▶ [GIVEN DATA]:
== Segment start ==

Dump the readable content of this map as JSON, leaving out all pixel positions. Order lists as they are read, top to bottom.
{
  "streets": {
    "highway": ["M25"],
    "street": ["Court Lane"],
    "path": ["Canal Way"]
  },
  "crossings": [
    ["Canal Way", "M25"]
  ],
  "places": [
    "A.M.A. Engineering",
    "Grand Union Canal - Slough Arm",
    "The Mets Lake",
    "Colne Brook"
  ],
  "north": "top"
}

== Segment end ==

▶ [WHAT IS EXPECTED]:
What you give back must match the records word for word.

▶ [SOLUTION TO THIS PROBLEM]:
Dump the readable content of this map as JSON, leaving out all pixel positions. Order lists as they are read, top to bottom.
{
  "streets": {
    "highway": ["M25"],
    "street": ["Court Lane"],
    "path": ["Canal Way"]
  },
  "crossings": [
    ["Canal Way", "M25"]
  ],
  "places": [
    "A.M.A. Engineering",
    "Grand Union Canal - Slough Arm",
    "The Mets Lake",
    "Colne Brook"
  ],
  "north": "top"
}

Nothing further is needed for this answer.